Mes cours de français à un jeune moine laotien

Mes cours de français à un jeune moine laotien

» Histoires de voyages » Rencontres » Mes cours de français à un jeune moine laotien

Publié le 1 mars 2016 par Hélène Salaün

J’ai donné des cours de français à un jeune moine laotien à Luang Prabang

Petit retour sur cette belle histoire… C’est dans la « library » de Luang Prabang située en face du Palais Royal que j’ai vu une petite annonce écrite en français par un jeune moine laotien nommé Phone qui recherchait des touristes français disponibles pour lui donner des cours de français.

La library est une sorte de bibliothèque associative/dépôt-vente de livres étrangers où les touristes et les locaux peuvent discuter et échanger des livres dans une ambiance conviviale .  

Phone, le jeune moine donnait pour tout renseignement le mail d’un voyageur québécois qui venait de lui enseigner le français durant deux mois. 

J’envoie donc un mail à ce voyageur prénommé Claude pour lui dire que j’aimerais donner des cours de français à Phone, mais lui explique que je ne passe qu’une semaine à Luang Prabang et que je ne suis pas enseignante. Je lui demande aussi s’il pense que Phone accepterait que son professeur soit une femme.

J’en profite pour lui poser quelques questions d’ordre pratique sur la façon dont il donnait ses cours à Phone…

Mon premier rendez-vous avec Phone au monastère

Phone a reçu le message de Claude, et dès le lendemain me contacte pour le rencontrer dans le monastère où il exerce son ministère avec 10 novices et un moine supérieur.

Je rappelle à Phone la courte durée de mon séjour et lui dit de se sentir libre si cela ne l’intéresse pas. Phone est très enthousiaste à l’idée de parler français et la rencontre est instantanément très chaleureuse. 
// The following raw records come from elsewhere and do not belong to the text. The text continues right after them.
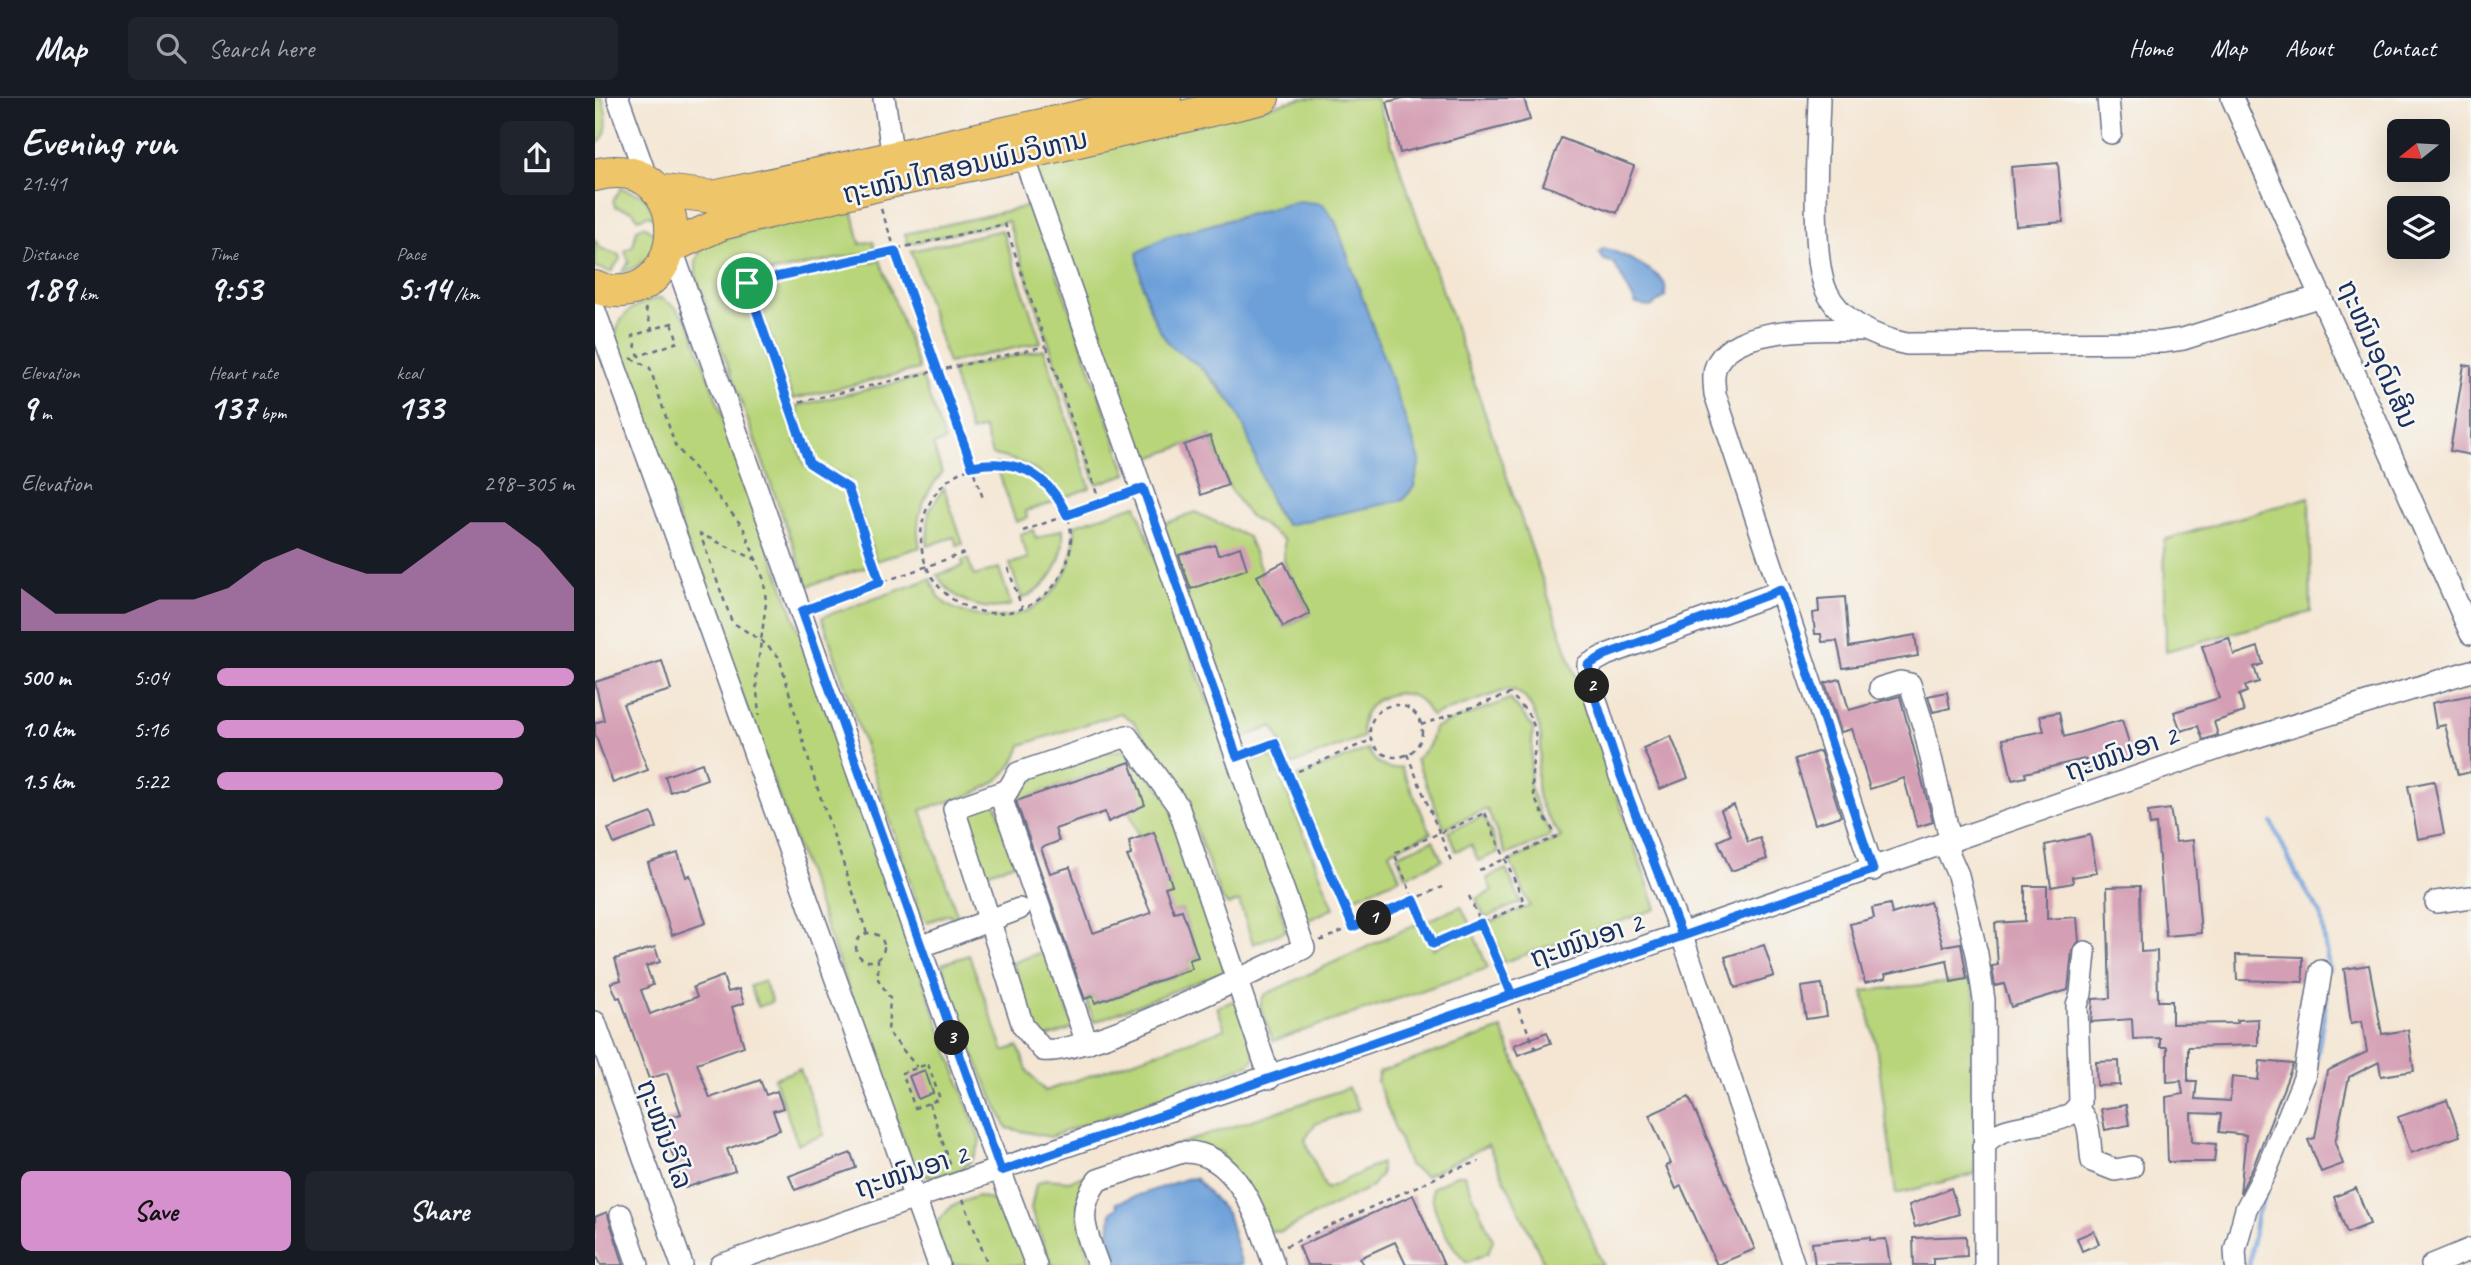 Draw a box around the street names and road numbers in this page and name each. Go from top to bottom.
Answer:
street label: ຖະໜົນໄກສອນພົມວິຫານ [839,121,1091,211]
street label: ຖະໜົນອຸດົມສິນ [2330,274,2426,434]
street label: ຖະໜົນອາ 2 [2060,717,2184,789]
street label: ຖະໜົນອາ 2 [1525,904,1649,976]
street label: ຖະໜົນວິໄລ [629,1074,701,1194]
street label: ຖະໜົນອາ 2 [850,1136,974,1206]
Je lui demande si son supérieur ne prendra pas ombrage de me voir venir lui donner des cours et si je ne vais pas perturber la vie du monastère. Il me répond que son supérieur est ouvert à ce genre de propositions qui visent à améliorer les connaissances des moines et des novices.
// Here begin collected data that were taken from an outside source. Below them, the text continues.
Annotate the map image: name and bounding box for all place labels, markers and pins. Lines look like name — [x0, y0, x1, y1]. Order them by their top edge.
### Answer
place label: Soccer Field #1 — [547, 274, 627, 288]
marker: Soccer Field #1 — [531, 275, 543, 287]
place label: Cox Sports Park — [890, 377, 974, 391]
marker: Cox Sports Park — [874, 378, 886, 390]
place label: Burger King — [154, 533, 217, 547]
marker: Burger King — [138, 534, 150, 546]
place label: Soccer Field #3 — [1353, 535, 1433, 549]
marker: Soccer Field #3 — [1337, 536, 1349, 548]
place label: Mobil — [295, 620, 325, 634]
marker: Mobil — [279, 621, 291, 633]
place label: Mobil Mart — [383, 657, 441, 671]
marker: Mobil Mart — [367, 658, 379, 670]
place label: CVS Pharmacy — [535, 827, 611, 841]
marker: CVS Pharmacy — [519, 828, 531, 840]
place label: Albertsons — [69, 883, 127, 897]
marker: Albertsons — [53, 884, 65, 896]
Nous convenons donc de nous voir tous les matins au monastère pendant 8 jours. Trois semaines plus tard, je suis toujours à Luang Prabang et donne des cours à Phone quotidiennement !

Durant ce rendez-vous étonnant, nous faisons connaissance en français

Phone manie déjà relativement bien la langue. Il a étudié durant 7 mois à l’Institut Culturel Français de Luang Prabang, puis deux mois avec Claude, voyageur québécois. Je questionne Phone sur les raisons qui incitent un jeune moine laotien de 20 ans à apprendre le français afin de nous mettre d’accord sur un programme. Il m’explique alors qu’il souhaite se “défroquer” et devenir guide francophone pour partager son amour et sa connaissance du Laos auprès de touristes français. 
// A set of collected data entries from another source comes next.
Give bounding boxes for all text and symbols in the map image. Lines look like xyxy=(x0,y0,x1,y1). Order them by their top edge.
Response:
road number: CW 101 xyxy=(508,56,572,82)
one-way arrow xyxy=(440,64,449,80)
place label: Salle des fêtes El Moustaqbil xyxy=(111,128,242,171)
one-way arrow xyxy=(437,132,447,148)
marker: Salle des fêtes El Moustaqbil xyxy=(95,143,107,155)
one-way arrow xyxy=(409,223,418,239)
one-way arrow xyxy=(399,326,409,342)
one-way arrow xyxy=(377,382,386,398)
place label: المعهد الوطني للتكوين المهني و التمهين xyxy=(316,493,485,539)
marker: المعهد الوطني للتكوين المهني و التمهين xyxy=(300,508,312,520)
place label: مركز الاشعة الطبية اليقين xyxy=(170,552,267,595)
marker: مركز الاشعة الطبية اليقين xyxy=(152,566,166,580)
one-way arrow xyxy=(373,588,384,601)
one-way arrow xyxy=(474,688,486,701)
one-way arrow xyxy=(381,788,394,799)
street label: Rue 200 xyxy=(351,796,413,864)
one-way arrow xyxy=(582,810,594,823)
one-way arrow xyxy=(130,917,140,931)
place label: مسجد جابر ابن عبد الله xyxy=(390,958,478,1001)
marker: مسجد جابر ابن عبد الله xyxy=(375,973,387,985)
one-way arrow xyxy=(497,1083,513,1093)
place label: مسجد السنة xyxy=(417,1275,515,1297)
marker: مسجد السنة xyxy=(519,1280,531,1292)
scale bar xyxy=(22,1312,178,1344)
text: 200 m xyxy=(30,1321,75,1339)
Ses parents ne pouvant subvenir aux besoins de leurs trois enfants, Phone a fréquenté l’école des moines au Laos à partir de l’âge de 10 ans.  En dehors même de l’aspect financier, les familles laotiennes ont pour habitude d’envoyer un de leurs fils (en général l’ainé) à l’école des moines. Le jeune frère de Phone est lui aussi actuellement novice dans un autre monastère, dans le sud du pays. 

À l’âge de 20 ans, après dix années d’étude à l’école des novices, Phone aurait aimé poursuivre sa scolarité à l’université et devenir étudiant, mais sa famille ne pouvant subvenir à ses études, il est devenu un jeune moine. 

Il me confie alors qu’il manque de livres ou de magazines français à lire pour apprendre la culture française. J’arrive juste du Cambodge où j’ai trouvé pour la première fois depuis le début de mon voyage un peu de presse française à l’aéroport de Siem Reap. J’y ai acheté un numéro spécial de Courrier International consacré à la date anniversaire des attentats de Charlie Hebdo.

Je demande alors à Phone ce que les moines laotiens connaissent de l’actualité internationale et du terrorisme. Il me répond qu’il n’ont pas de télévision, pas de radio, ne lisent pas les journaux et vivent donc totalement “en dehors de l’actualité mondiale”.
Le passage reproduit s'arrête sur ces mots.